* _Entries shown_
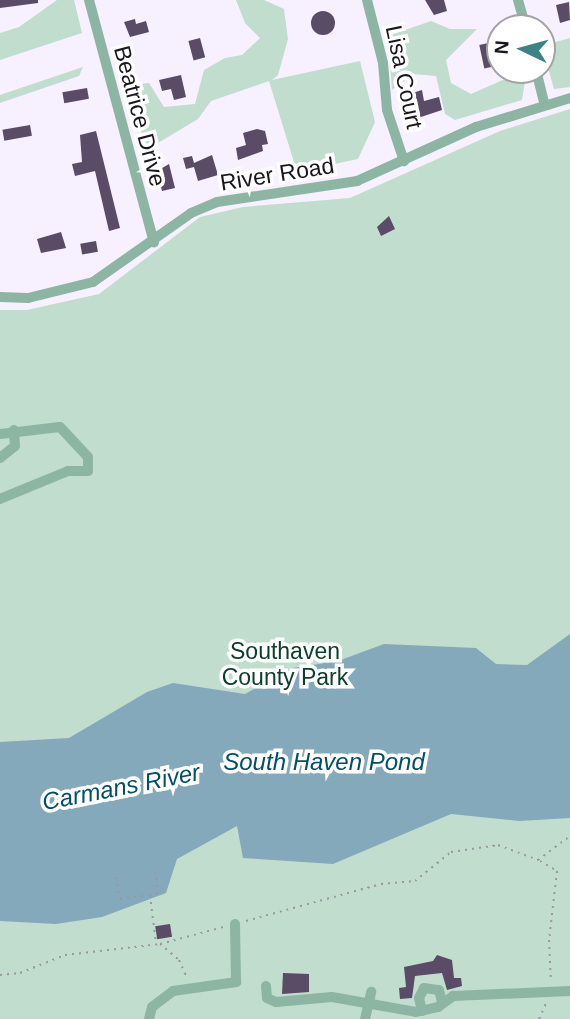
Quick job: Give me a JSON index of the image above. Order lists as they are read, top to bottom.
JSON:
{
  "streets": {
    "street": ["Lisa Court", "Beatrice Drive", "River Road"]
  },
  "crossings": [
    ["Lisa Court", "River Road"],
    ["Beatrice Drive", "River Road"]
  ],
  "water": ["South Haven Pond", "Carmans River"],
  "parks": ["Southaven County Park"],
  "north": "left"
}
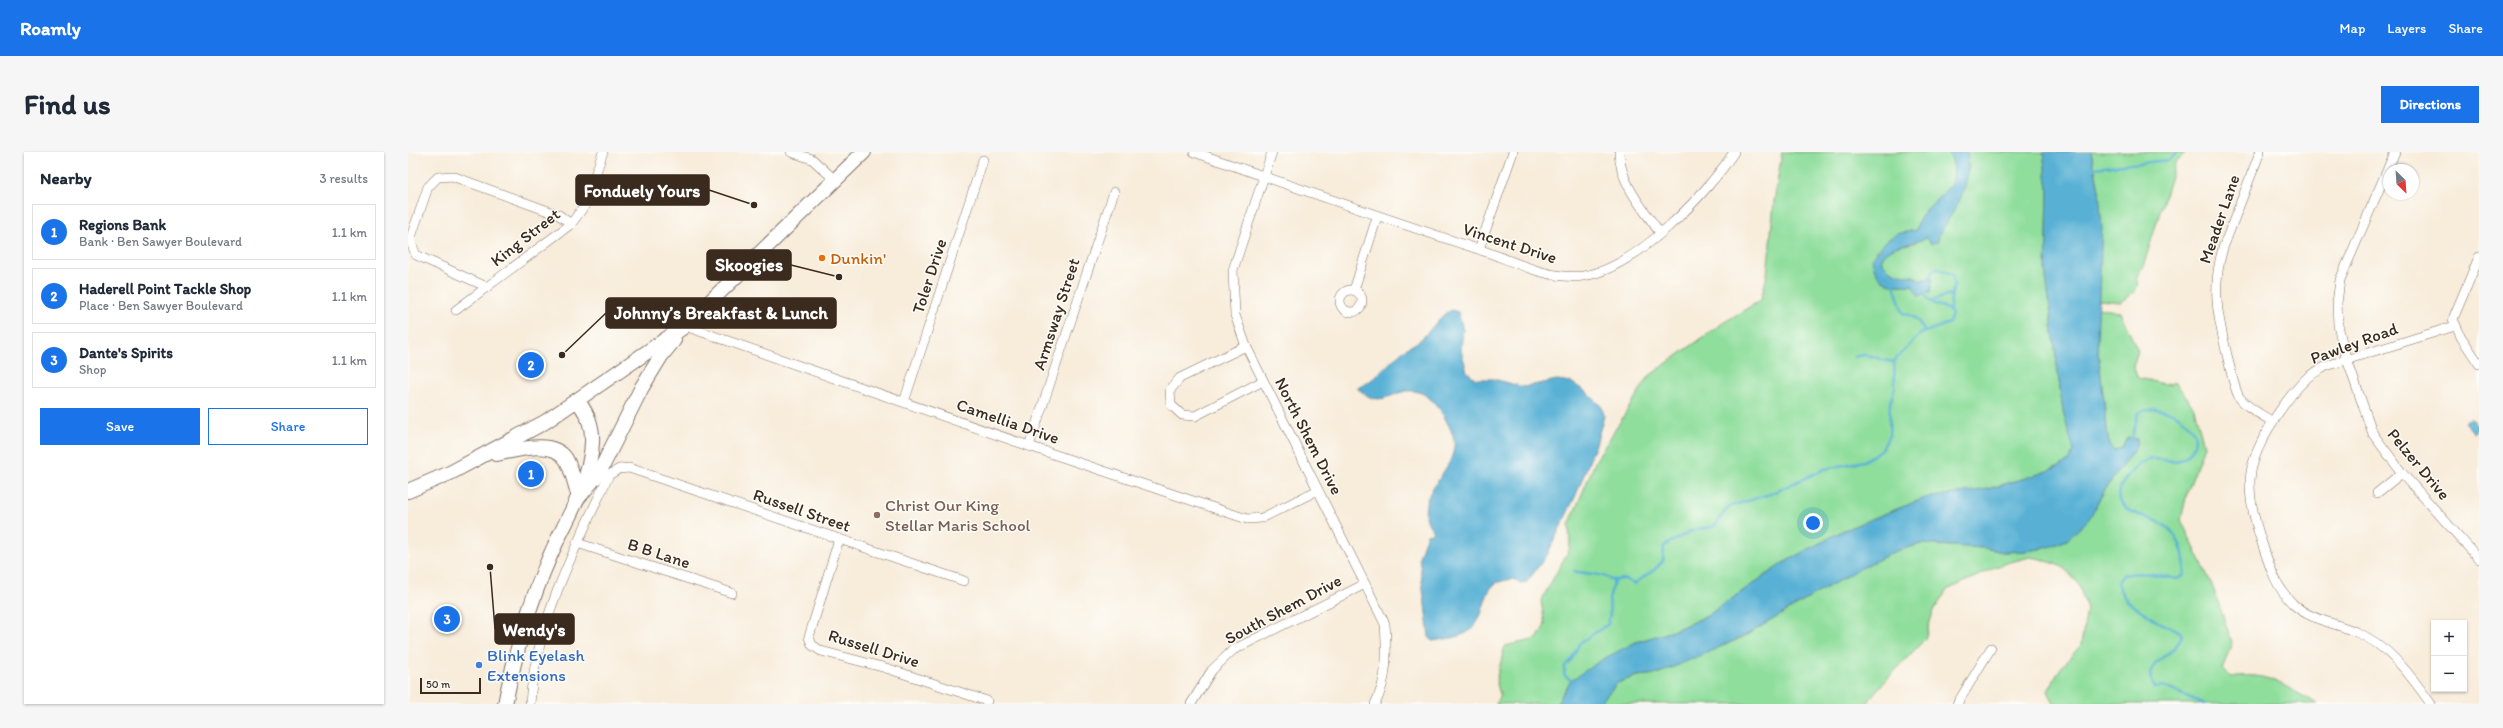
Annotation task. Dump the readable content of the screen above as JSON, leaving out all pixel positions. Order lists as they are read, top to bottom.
{
  "streets": {
    "street": [
      "Meader Lane",
      "King Street",
      "Vincent Drive",
      "Toler Drive",
      "Armsway Street",
      "Pawley Road",
      "Camellia Drive",
      "North Shem Drive",
      "Pelzer Drive",
      "Russell Street",
      "B B Lane",
      "South Shem Drive",
      "Russell Drive"
    ]
  },
  "crossings": [
    ["Meader Lane", "Pawley Road"],
    ["Vincent Drive", "North Shem Drive"],
    ["Toler Drive", "Camellia Drive"],
    ["Armsway Street", "Camellia Drive"],
    ["Pawley Road", "Pelzer Drive"],
    ["Camellia Drive", "North Shem Drive"],
    ["North Shem Drive", "South Shem Drive"],
    ["Russell Street", "B B Lane"],
    ["Russell Street", "Russell Drive"]
  ],
  "places": [
    "Fonduely Yours",
    "Dunkin'",
    "Skoogies",
    "Johnny’s Breakfast & Lunch",
    "Christ Our King Stellar Maris School",
    "Wendy's",
    "Blink Eyelash Extensions"
  ],
  "scale_bar": "50 m",
  "north": "bottom right",
  "page": {
    "header": "Roamly",
    "nav": ["Map", "Layers", "Share"],
    "buttons": [
      "Directions",
      ["Save", "Share"]
    ],
    "title": "Find us",
    "heading": ["Nearby", "3 results"],
    "list": [
      {
        "mark": "1",
        "name": "Regions Bank",
        "note": "Bank · Ben Sawyer Boulevard",
        "value": "1.1 km"
      },
      {
        "mark": "2",
        "name": "Haderell Point Tackle Shop",
        "note": "Place · Ben Sawyer Boulevard",
        "value": "1.1 km"
      },
      {
        "mark": "3",
        "name": "Dante's Spirits",
        "note": "Shop",
        "value": "1.1 km"
      }
    ],
    "pins": ["2", "1", "3"],
    "map_buttons": ["+", "−"],
    "scale": "50 m"
  }
}
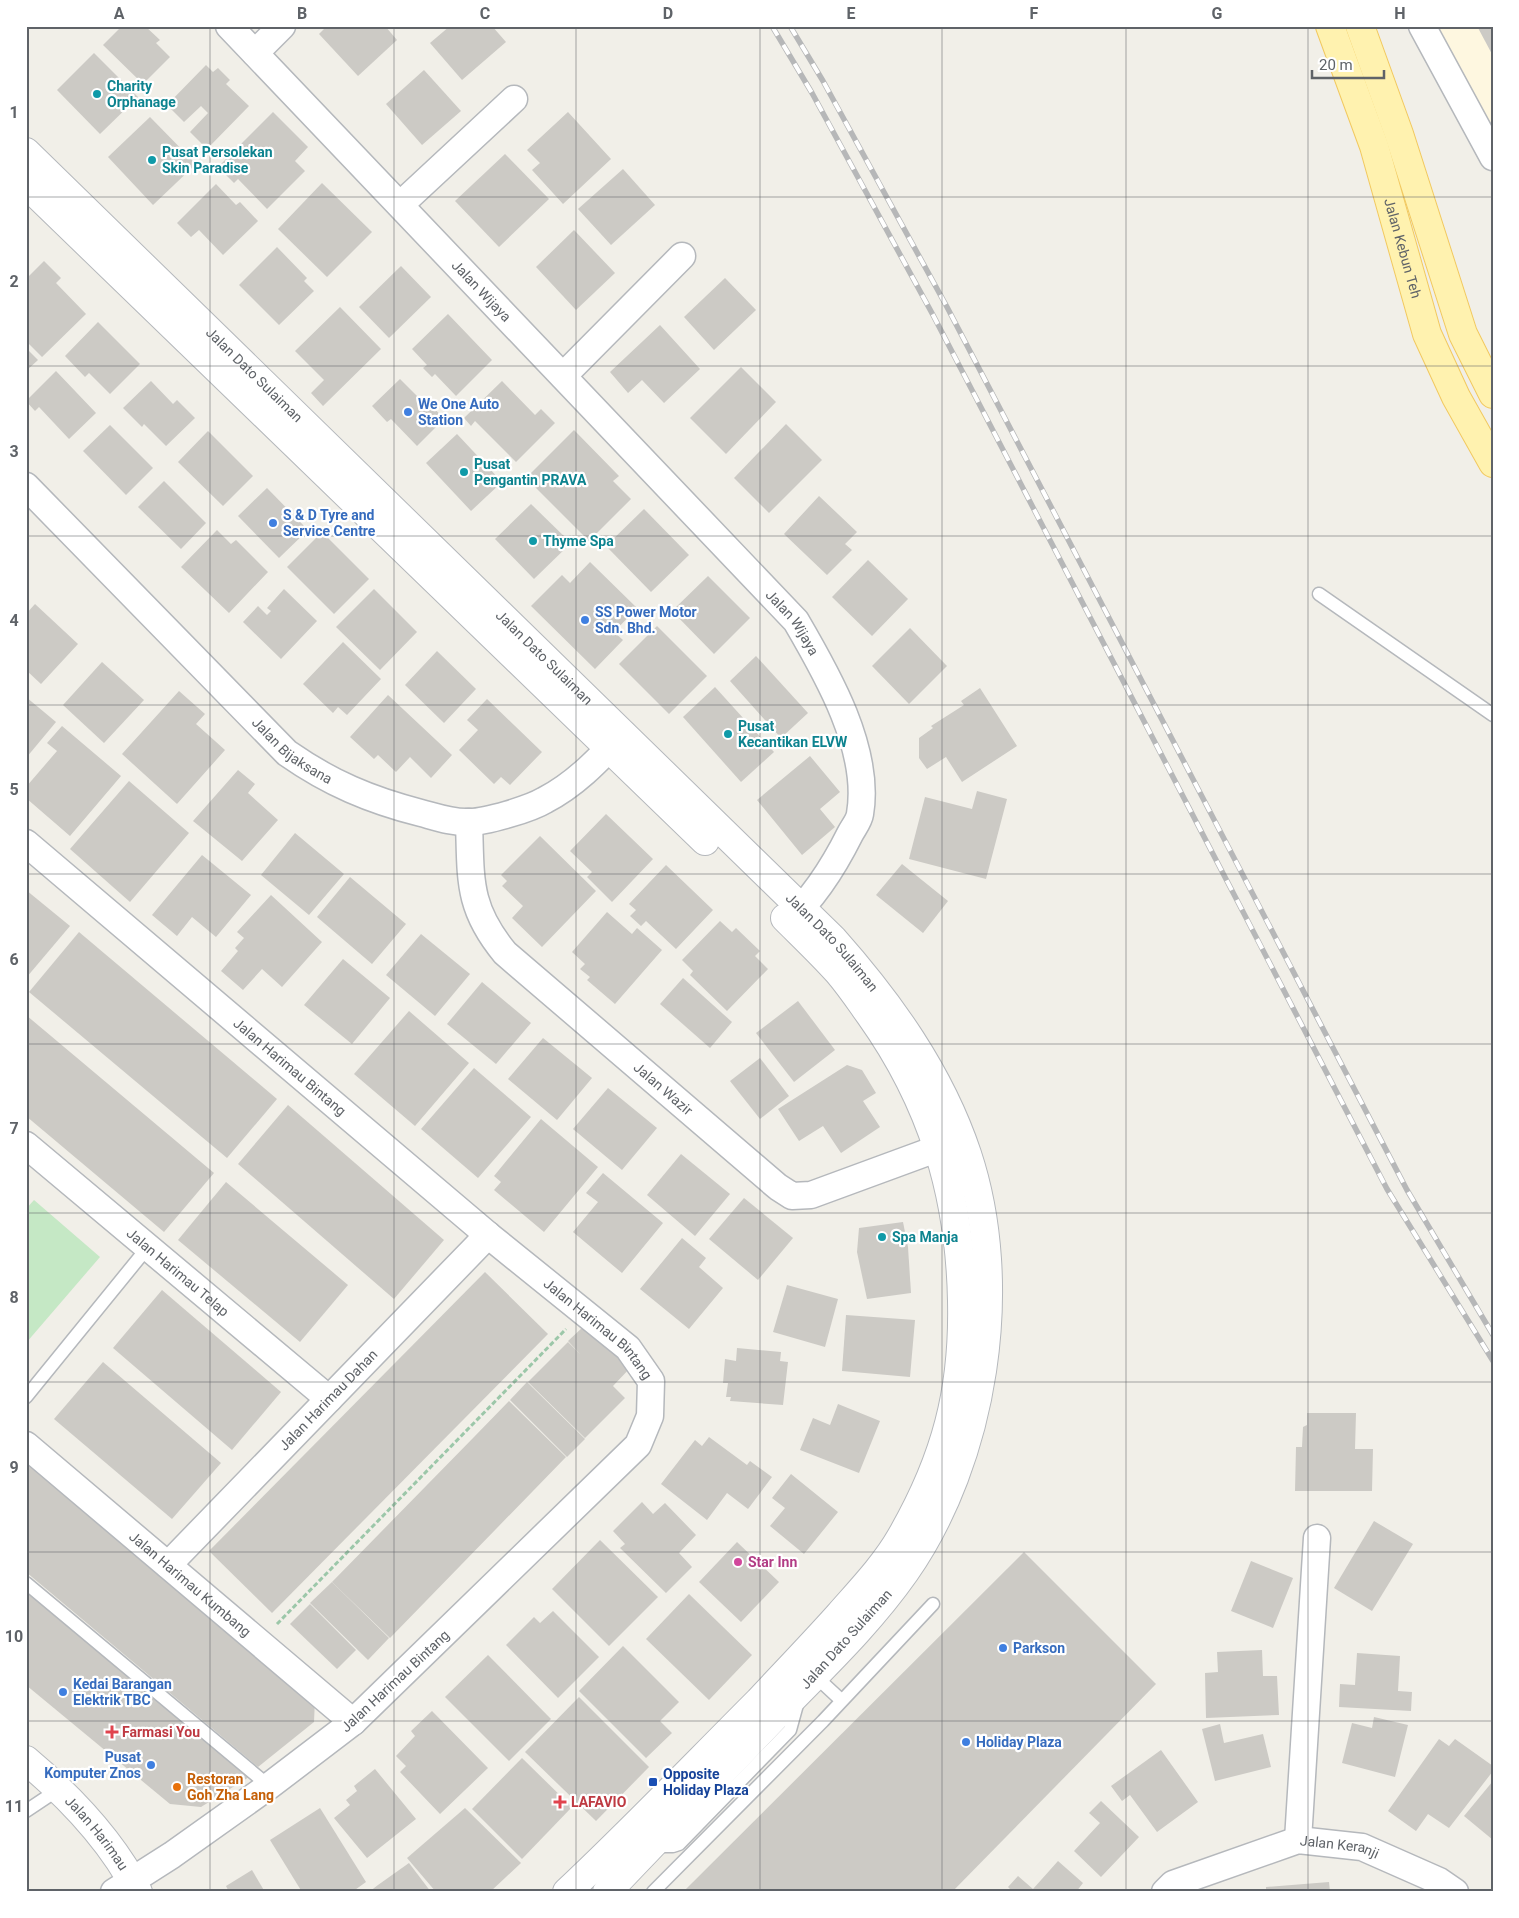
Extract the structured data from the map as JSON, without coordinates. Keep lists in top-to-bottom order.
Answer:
{
  "streets": {
    "main road": ["Jalan Kebun Teh"],
    "street": [
      "Jalan Wijaya",
      "Jalan Dato Sulaiman",
      "Jalan Bijaksana",
      "Jalan Harimau Bintang",
      "Jalan Wazir",
      "Jalan Harimau Telap",
      "Jalan Harimau Dahan",
      "Jalan Harimau Kumbang",
      "Jalan Harimau",
      "Jalan Keranji"
    ]
  },
  "crossings": [
    ["Jalan Wijaya", "Jalan Dato Sulaiman"],
    ["Jalan Dato Sulaiman", "Jalan Bijaksana"],
    ["Jalan Dato Sulaiman", "Jalan Wazir"],
    ["Jalan Bijaksana", "Jalan Wazir"],
    ["Jalan Harimau Bintang", "Jalan Harimau Dahan"],
    ["Jalan Harimau Bintang", "Jalan Harimau Kumbang"],
    ["Jalan Harimau Bintang", "Jalan Harimau"],
    ["Jalan Harimau Telap", "Jalan Harimau Dahan"],
    ["Jalan Harimau Dahan", "Jalan Harimau Kumbang"]
  ],
  "places": {
    "other": [
      "Charity Orphanage",
      "Pusat Persolekan Skin Paradise",
      "We One Auto Station",
      "Pusat Pengantin PRAVA",
      "S & D Tyre and Service Centre",
      "Thyme Spa",
      "SS Power Motor Sdn. Bhd.",
      "Pusat Kecantikan ELVW",
      "Spa Manja",
      "Star Inn",
      "Parkson",
      "Kedai Barangan Elektrik TBC",
      "Holiday Plaza",
      "Pusat Komputer Znos",
      "Restoran Goh Zha Lang"
    ],
    "health": ["Farmasi You", "LAFAVIO"],
    "transit": ["Opposite Holiday Plaza"]
  },
  "scale_bar": "20 m",
  "grid": {
    "columns": [
      "A",
      "B",
      "C",
      "D",
      "E",
      "F",
      "G",
      "H"
    ],
    "rows": [
      "1",
      "2",
      "3",
      "4",
      "5",
      "6",
      "7",
      "8",
      "9",
      "10",
      "11"
    ]
  }
}
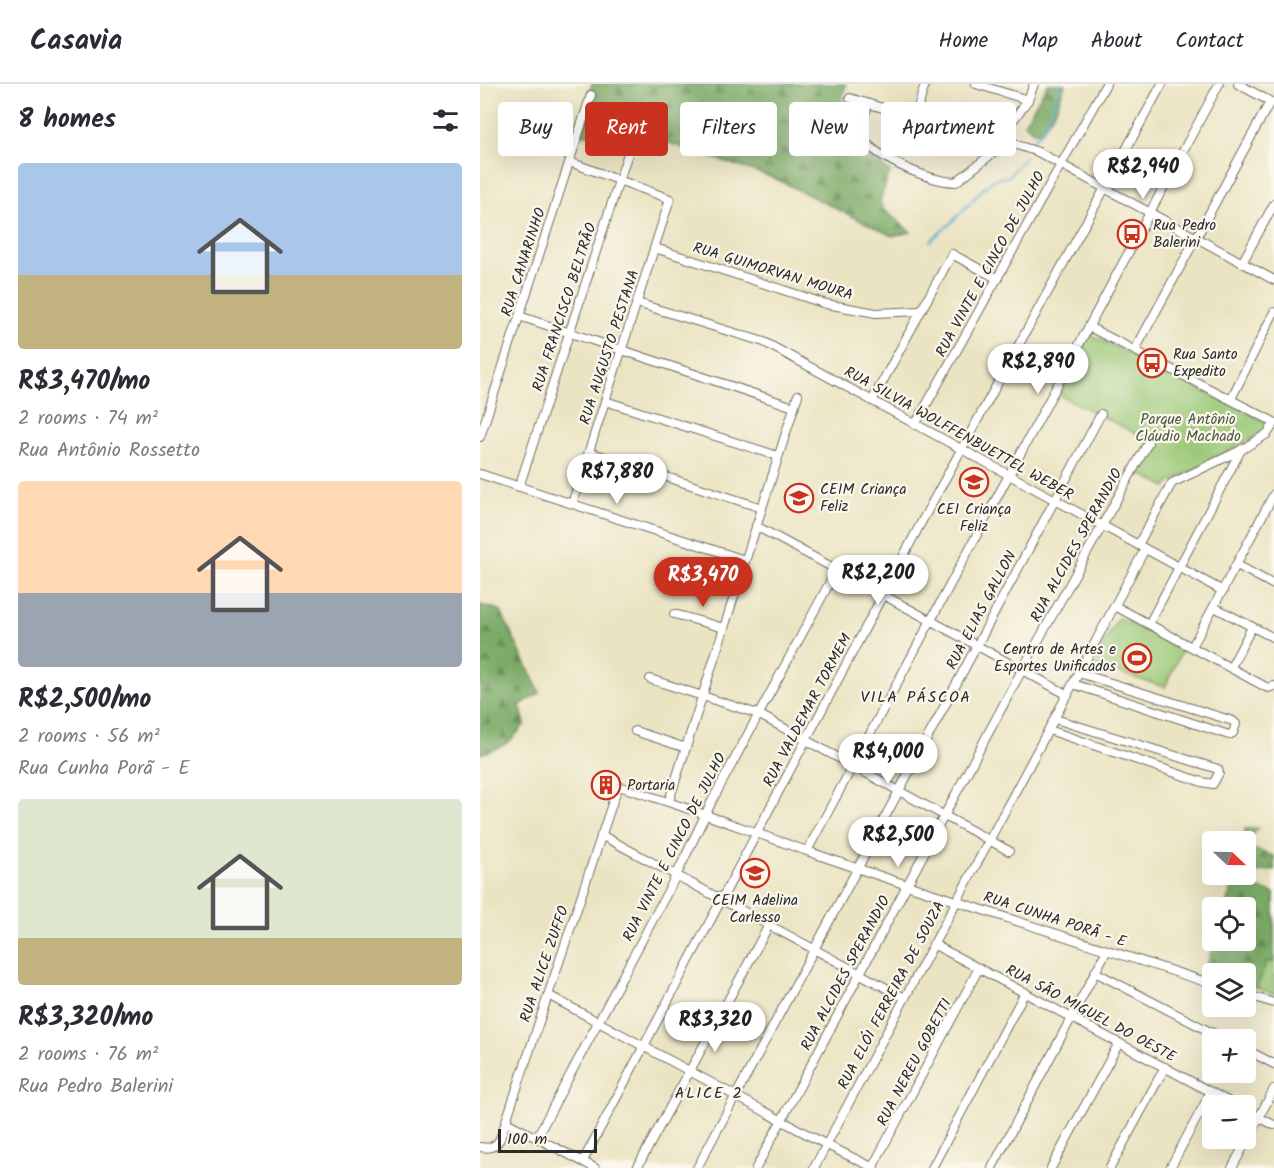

* _Problem to solve_
Copy out all the data exactly. The images should not appear in the copy.

* _Answer space_
Quick job: Give me a JSON index of the image above. Order lists as they are read, top to bottom.
JSON:
{
  "streets": {
    "street": ["Lisa Court", "Beatrice Drive", "River Road"]
  },
  "crossings": [
    ["Lisa Court", "River Road"],
    ["Beatrice Drive", "River Road"]
  ],
  "water": ["South Haven Pond", "Carmans River"],
  "parks": ["Southaven County Park"],
  "north": "left"
}
Annotation task. Dump the readable content of the screen above as JSON, leaving out all pixel positions. Order lists as they are read, top to bottom.
{
  "streets": {
    "street": [
      "Meader Lane",
      "King Street",
      "Vincent Drive",
      "Toler Drive",
      "Armsway Street",
      "Pawley Road",
      "Camellia Drive",
      "North Shem Drive",
      "Pelzer Drive",
      "Russell Street",
      "B B Lane",
      "South Shem Drive",
      "Russell Drive"
    ]
  },
  "crossings": [
    ["Meader Lane", "Pawley Road"],
    ["Vincent Drive", "North Shem Drive"],
    ["Toler Drive", "Camellia Drive"],
    ["Armsway Street", "Camellia Drive"],
    ["Pawley Road", "Pelzer Drive"],
    ["Camellia Drive", "North Shem Drive"],
    ["North Shem Drive", "South Shem Drive"],
    ["Russell Street", "B B Lane"],
    ["Russell Street", "Russell Drive"]
  ],
  "places": [
    "Fonduely Yours",
    "Dunkin'",
    "Skoogies",
    "Johnny’s Breakfast & Lunch",
    "Christ Our King Stellar Maris School",
    "Wendy's",
    "Blink Eyelash Extensions"
  ],
  "scale_bar": "50 m",
  "north": "bottom right",
  "page": {
    "header": "Roamly",
    "nav": ["Map", "Layers", "Share"],
    "buttons": [
      "Directions",
      ["Save", "Share"]
    ],
    "title": "Find us",
    "heading": ["Nearby", "3 results"],
    "list": [
      {
        "mark": "1",
        "name": "Regions Bank",
        "note": "Bank · Ben Sawyer Boulevard",
        "value": "1.1 km"
      },
      {
        "mark": "2",
        "name": "Haderell Point Tackle Shop",
        "note": "Place · Ben Sawyer Boulevard",
        "value": "1.1 km"
      },
      {
        "mark": "3",
        "name": "Dante's Spirits",
        "note": "Shop",
        "value": "1.1 km"
      }
    ],
    "pins": ["2", "1", "3"],
    "map_buttons": ["+", "−"],
    "scale": "50 m"
  }
}
Extract the structured data from the map as JSON, without coordinates. Keep lists in top-to-bottom order.
Answer:
{
  "streets": {
    "main road": ["Jalan Kebun Teh"],
    "street": [
      "Jalan Wijaya",
      "Jalan Dato Sulaiman",
      "Jalan Bijaksana",
      "Jalan Harimau Bintang",
      "Jalan Wazir",
      "Jalan Harimau Telap",
      "Jalan Harimau Dahan",
      "Jalan Harimau Kumbang",
      "Jalan Harimau",
      "Jalan Keranji"
    ]
  },
  "crossings": [
    ["Jalan Wijaya", "Jalan Dato Sulaiman"],
    ["Jalan Dato Sulaiman", "Jalan Bijaksana"],
    ["Jalan Dato Sulaiman", "Jalan Wazir"],
    ["Jalan Bijaksana", "Jalan Wazir"],
    ["Jalan Harimau Bintang", "Jalan Harimau Dahan"],
    ["Jalan Harimau Bintang", "Jalan Harimau Kumbang"],
    ["Jalan Harimau Bintang", "Jalan Harimau"],
    ["Jalan Harimau Telap", "Jalan Harimau Dahan"],
    ["Jalan Harimau Dahan", "Jalan Harimau Kumbang"]
  ],
  "places": {
    "other": [
      "Charity Orphanage",
      "Pusat Persolekan Skin Paradise",
      "We One Auto Station",
      "Pusat Pengantin PRAVA",
      "S & D Tyre and Service Centre",
      "Thyme Spa",
      "SS Power Motor Sdn. Bhd.",
      "Pusat Kecantikan ELVW",
      "Spa Manja",
      "Star Inn",
      "Parkson",
      "Kedai Barangan Elektrik TBC",
      "Holiday Plaza",
      "Pusat Komputer Znos",
      "Restoran Goh Zha Lang"
    ],
    "health": ["Farmasi You", "LAFAVIO"],
    "transit": ["Opposite Holiday Plaza"]
  },
  "scale_bar": "20 m",
  "grid": {
    "columns": [
      "A",
      "B",
      "C",
      "D",
      "E",
      "F",
      "G",
      "H"
    ],
    "rows": [
      "1",
      "2",
      "3",
      "4",
      "5",
      "6",
      "7",
      "8",
      "9",
      "10",
      "11"
    ]
  }
}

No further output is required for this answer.